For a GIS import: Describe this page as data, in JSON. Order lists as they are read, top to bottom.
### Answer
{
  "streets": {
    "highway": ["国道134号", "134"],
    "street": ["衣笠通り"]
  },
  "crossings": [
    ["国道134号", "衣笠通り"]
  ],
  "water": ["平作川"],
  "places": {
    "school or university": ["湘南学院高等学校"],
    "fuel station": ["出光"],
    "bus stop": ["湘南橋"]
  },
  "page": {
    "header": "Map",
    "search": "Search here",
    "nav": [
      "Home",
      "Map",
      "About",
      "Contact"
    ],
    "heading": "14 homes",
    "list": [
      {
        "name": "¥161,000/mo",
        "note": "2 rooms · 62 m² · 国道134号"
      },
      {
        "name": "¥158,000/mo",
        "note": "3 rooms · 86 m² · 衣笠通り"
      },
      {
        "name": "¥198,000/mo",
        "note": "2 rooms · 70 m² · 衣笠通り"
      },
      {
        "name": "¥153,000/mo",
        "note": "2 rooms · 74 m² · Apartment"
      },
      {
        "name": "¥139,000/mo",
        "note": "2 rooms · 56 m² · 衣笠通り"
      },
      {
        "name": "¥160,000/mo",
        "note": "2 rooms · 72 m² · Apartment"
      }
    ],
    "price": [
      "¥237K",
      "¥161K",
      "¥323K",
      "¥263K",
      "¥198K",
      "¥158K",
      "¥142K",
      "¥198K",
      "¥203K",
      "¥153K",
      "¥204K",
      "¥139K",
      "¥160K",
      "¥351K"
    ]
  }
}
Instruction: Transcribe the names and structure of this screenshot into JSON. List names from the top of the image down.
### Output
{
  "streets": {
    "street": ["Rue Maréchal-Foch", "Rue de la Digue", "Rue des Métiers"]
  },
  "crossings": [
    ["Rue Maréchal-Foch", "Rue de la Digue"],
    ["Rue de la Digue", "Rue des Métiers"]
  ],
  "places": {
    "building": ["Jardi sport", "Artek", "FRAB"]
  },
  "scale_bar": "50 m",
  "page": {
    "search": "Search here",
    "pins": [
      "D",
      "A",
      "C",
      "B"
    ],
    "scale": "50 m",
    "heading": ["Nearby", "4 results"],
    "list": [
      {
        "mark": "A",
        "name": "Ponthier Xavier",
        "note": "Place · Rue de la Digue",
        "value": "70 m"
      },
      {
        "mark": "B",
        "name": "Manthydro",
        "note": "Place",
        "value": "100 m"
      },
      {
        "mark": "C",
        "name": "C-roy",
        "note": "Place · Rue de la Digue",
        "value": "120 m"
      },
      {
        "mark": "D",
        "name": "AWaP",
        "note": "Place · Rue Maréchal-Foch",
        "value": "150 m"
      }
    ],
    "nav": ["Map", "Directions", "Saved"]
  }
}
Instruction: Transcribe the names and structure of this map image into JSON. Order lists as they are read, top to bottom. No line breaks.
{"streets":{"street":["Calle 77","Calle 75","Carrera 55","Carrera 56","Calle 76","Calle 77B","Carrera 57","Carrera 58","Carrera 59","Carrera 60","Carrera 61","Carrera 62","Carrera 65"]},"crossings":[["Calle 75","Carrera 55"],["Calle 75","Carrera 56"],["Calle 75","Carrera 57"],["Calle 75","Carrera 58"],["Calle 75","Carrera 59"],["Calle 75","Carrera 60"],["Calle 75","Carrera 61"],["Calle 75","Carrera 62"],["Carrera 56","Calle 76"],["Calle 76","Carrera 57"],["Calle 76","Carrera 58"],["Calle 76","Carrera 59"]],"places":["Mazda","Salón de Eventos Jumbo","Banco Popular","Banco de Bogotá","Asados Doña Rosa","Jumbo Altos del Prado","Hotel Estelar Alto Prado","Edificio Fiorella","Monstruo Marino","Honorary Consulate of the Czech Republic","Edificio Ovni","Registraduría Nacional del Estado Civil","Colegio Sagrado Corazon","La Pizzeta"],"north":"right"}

==================================================

**WHAT TO WORK ON:**
Exactly as given, repeat each line above.

**RESULT OF THIS EXERCISE:**
For a GIS import: Describe this page as data, in JSON. Order lists as they are read, top to bottom.
### Answer
{
  "streets": {
    "highway": ["国道134号", "134"],
    "street": ["衣笠通り"]
  },
  "crossings": [
    ["国道134号", "衣笠通り"]
  ],
  "water": ["平作川"],
  "places": {
    "school or university": ["湘南学院高等学校"],
    "fuel station": ["出光"],
    "bus stop": ["湘南橋"]
  },
  "page": {
    "header": "Map",
    "search": "Search here",
    "nav": [
      "Home",
      "Map",
      "About",
      "Contact"
    ],
    "heading": "14 homes",
    "list": [
      {
        "name": "¥161,000/mo",
        "note": "2 rooms · 62 m² · 国道134号"
      },
      {
        "name": "¥158,000/mo",
        "note": "3 rooms · 86 m² · 衣笠通り"
      },
      {
        "name": "¥198,000/mo",
        "note": "2 rooms · 70 m² · 衣笠通り"
      },
      {
        "name": "¥153,000/mo",
        "note": "2 rooms · 74 m² · Apartment"
      },
      {
        "name": "¥139,000/mo",
        "note": "2 rooms · 56 m² · 衣笠通り"
      },
      {
        "name": "¥160,000/mo",
        "note": "2 rooms · 72 m² · Apartment"
      }
    ],
    "price": [
      "¥237K",
      "¥161K",
      "¥323K",
      "¥263K",
      "¥198K",
      "¥158K",
      "¥142K",
      "¥198K",
      "¥203K",
      "¥153K",
      "¥204K",
      "¥139K",
      "¥160K",
      "¥351K"
    ]
  }
}
Instruction: Transcribe the names and structure of this screenshot into JSON. List names from the top of the image down.
### Output
{
  "streets": {
    "street": ["Rue Maréchal-Foch", "Rue de la Digue", "Rue des Métiers"]
  },
  "crossings": [
    ["Rue Maréchal-Foch", "Rue de la Digue"],
    ["Rue de la Digue", "Rue des Métiers"]
  ],
  "places": {
    "building": ["Jardi sport", "Artek", "FRAB"]
  },
  "scale_bar": "50 m",
  "page": {
    "search": "Search here",
    "pins": [
      "D",
      "A",
      "C",
      "B"
    ],
    "scale": "50 m",
    "heading": ["Nearby", "4 results"],
    "list": [
      {
        "mark": "A",
        "name": "Ponthier Xavier",
        "note": "Place · Rue de la Digue",
        "value": "70 m"
      },
      {
        "mark": "B",
        "name": "Manthydro",
        "note": "Place",
        "value": "100 m"
      },
      {
        "mark": "C",
        "name": "C-roy",
        "note": "Place · Rue de la Digue",
        "value": "120 m"
      },
      {
        "mark": "D",
        "name": "AWaP",
        "note": "Place · Rue Maréchal-Foch",
        "value": "150 m"
      }
    ],
    "nav": ["Map", "Directions", "Saved"]
  }
}
Instruction: Transcribe the names and structure of this map image into JSON. Order lists as they are read, top to bottom. No line breaks.
{"streets":{"street":["Calle 77","Calle 75","Carrera 55","Carrera 56","Calle 76","Calle 77B","Carrera 57","Carrera 58","Carrera 59","Carrera 60","Carrera 61","Carrera 62","Carrera 65"]},"crossings":[["Calle 75","Carrera 55"],["Calle 75","Carrera 56"],["Calle 75","Carrera 57"],["Calle 75","Carrera 58"],["Calle 75","Carrera 59"],["Calle 75","Carrera 60"],["Calle 75","Carrera 61"],["Calle 75","Carrera 62"],["Carrera 56","Calle 76"],["Calle 76","Carrera 57"],["Calle 76","Carrera 58"],["Calle 76","Carrera 59"]],"places":["Mazda","Salón de Eventos Jumbo","Banco Popular","Banco de Bogotá","Asados Doña Rosa","Jumbo Altos del Prado","Hotel Estelar Alto Prado","Edificio Fiorella","Monstruo Marino","Honorary Consulate of the Czech Republic","Edificio Ovni","Registraduría Nacional del Estado Civil","Colegio Sagrado Corazon","La Pizzeta"],"north":"right"}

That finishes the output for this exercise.